For detailed documentation you can visit sample app here.

Client Setup

Wrap your application with VoxProvider to make the SDK available throughout your app:

import { VoxProvider } from "vox-sdk";

function App() {
  return <VoxProvider>{/* Your app components go here */}</VoxProvider>;
}

export default App;

VoxProvider expects config object which includes,
1. baseUrl : url to your backend. e.g. : https://exampleapp.com, Ensure that the /token route serves the token and region..
2. OnAuthRefresh : A callback function that is invoked when any authentication error occurs or the token expires.
3. headersForBaseUrl : Option to pass baseUrl Config.

Here's the implmentation of the above two step.

<VoxProvider
  config={{
    baseUrl: "https://exampleapp.com",
    onAuthRefresh: async () => {
      const { data } = await axios.get("https://exampleapp.com/token?refresh=true");
      return { token: data.token, region: data.region };
    },
    headersForBaseUrl: {
      //... Bearer Authentication token or other config
    },
  }}
>
  <App />
</VoxProvider>

The onAuthRefresh callback will refresh the token and return it with the region.
For more details you can visit here sample app implementation

Usage

Using useListen Hook

After setting up the Server and VoxProvider we are ready to use useListen and useSpeak.

Integrate speech-to-text functionality in your components:

import { useListen } from "vox-sdk";
import React from "react";
const SpeechToText = () => {
  const { answers, loading, startSpeechRecognition, stopSpeechRecognition } = useListen({
    onEndOfSpeech: () => {
      console.log(answers);
    },
    automatedEnd: true,
    delay: 1000,
  });
  return (
    <>
      <button disabled={loading} onClick={startSpeechRecognition}>
        Start Litsening
      </button>
      <button onClick={stopSpeechRecognition}> Stop Listening</button>
    </>
  );
};

export default SpeechToText;

`useListen` hook expects following parameters.

automatedEnd :
- Expects a boolean value, default is true.
- When the user finishes speaking, the hook will automatically start the speech-to-text conversion.
- To listen continuously until the user clicks stopSpeechRecognition, pass false.
delay :
- Expects a value in milliseconds.
- This is the debounce duration for listening to the user.
- The default is set to 2000ms.
onEndOfSpeech :
- Expects a callback function that is invoked when speech ends.

`useListen` Hook Returns.

startSpeechRecognition : Function to start speech recognition.
stopSpeechRecognition : Function to stop speech recognition.
answers : Returns an array of strings containing all the transcribed text.
answer : The last transcribed text.
recognizerRef : An instance of microsoft-cognitiveservices-speech-sdk.
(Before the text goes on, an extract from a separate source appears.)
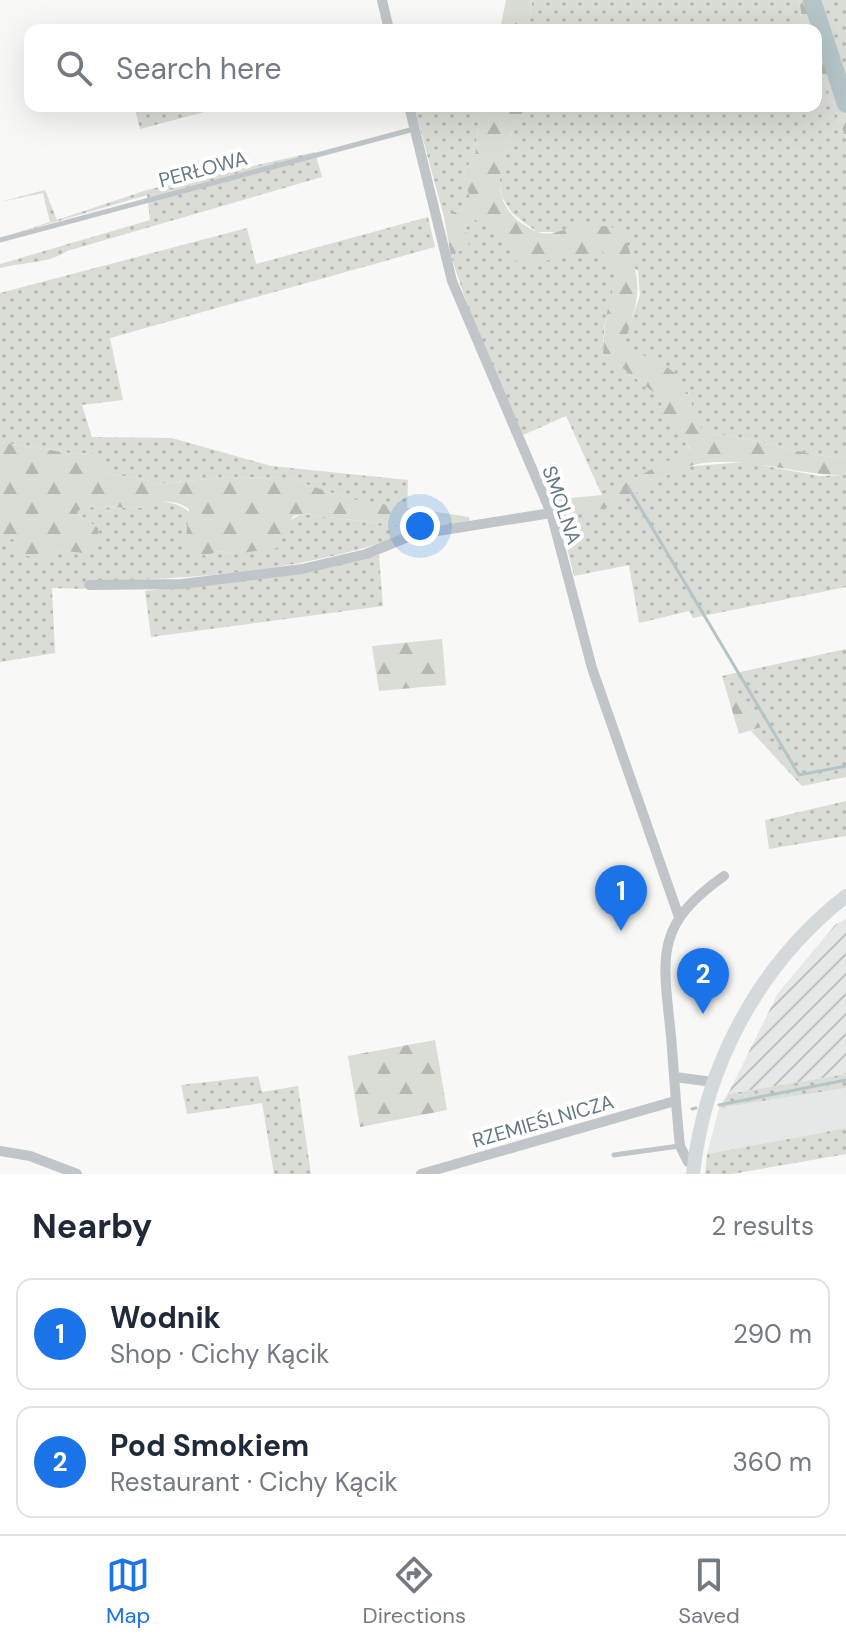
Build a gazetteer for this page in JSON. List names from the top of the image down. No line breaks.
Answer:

Visit sample example implementation here.

Using useSpeak Hook

Implement text-to-speech in your application:


import React from "react";
import { useState } from "react";
import { useSpeak, SpeechVoices } from "vox-sdk";
const TextToSpeech = () => {
  const [text, setText] = useState("");
  const { interruptSpeech, speak, isSpeaking } = useSpeak({
  
    onEnd: () => {
      console.log("Spech ended");
    },
    shouldCallOnEnd: true,
    throttleDelay: 1000,

    voice: SpeechVoices.enUSAIGenerate1Neural, // AI Voices

  });

  return (
    <>
      <h3>Text To Speech</h3>
      <input type="text" onChange={(e) => setText(e.target.value)} value={text} />
      <button
        onClick={() => {
          speak(text);
        }}
        disabled={isSpeaking}
      >
        Start Speaking
      </button>
      <button
        disabled={!isSpeaking}
        onClick={() => {
          interruptSpeech();
        }}
      >
        Stop Speaking
      </button>
    </>
  );
};

export default TextToSpeech;

`useSpeak` hook expects following parameters.

voice :

Expects a string value.
Choose your preferred AI voice from Microsoft Azure.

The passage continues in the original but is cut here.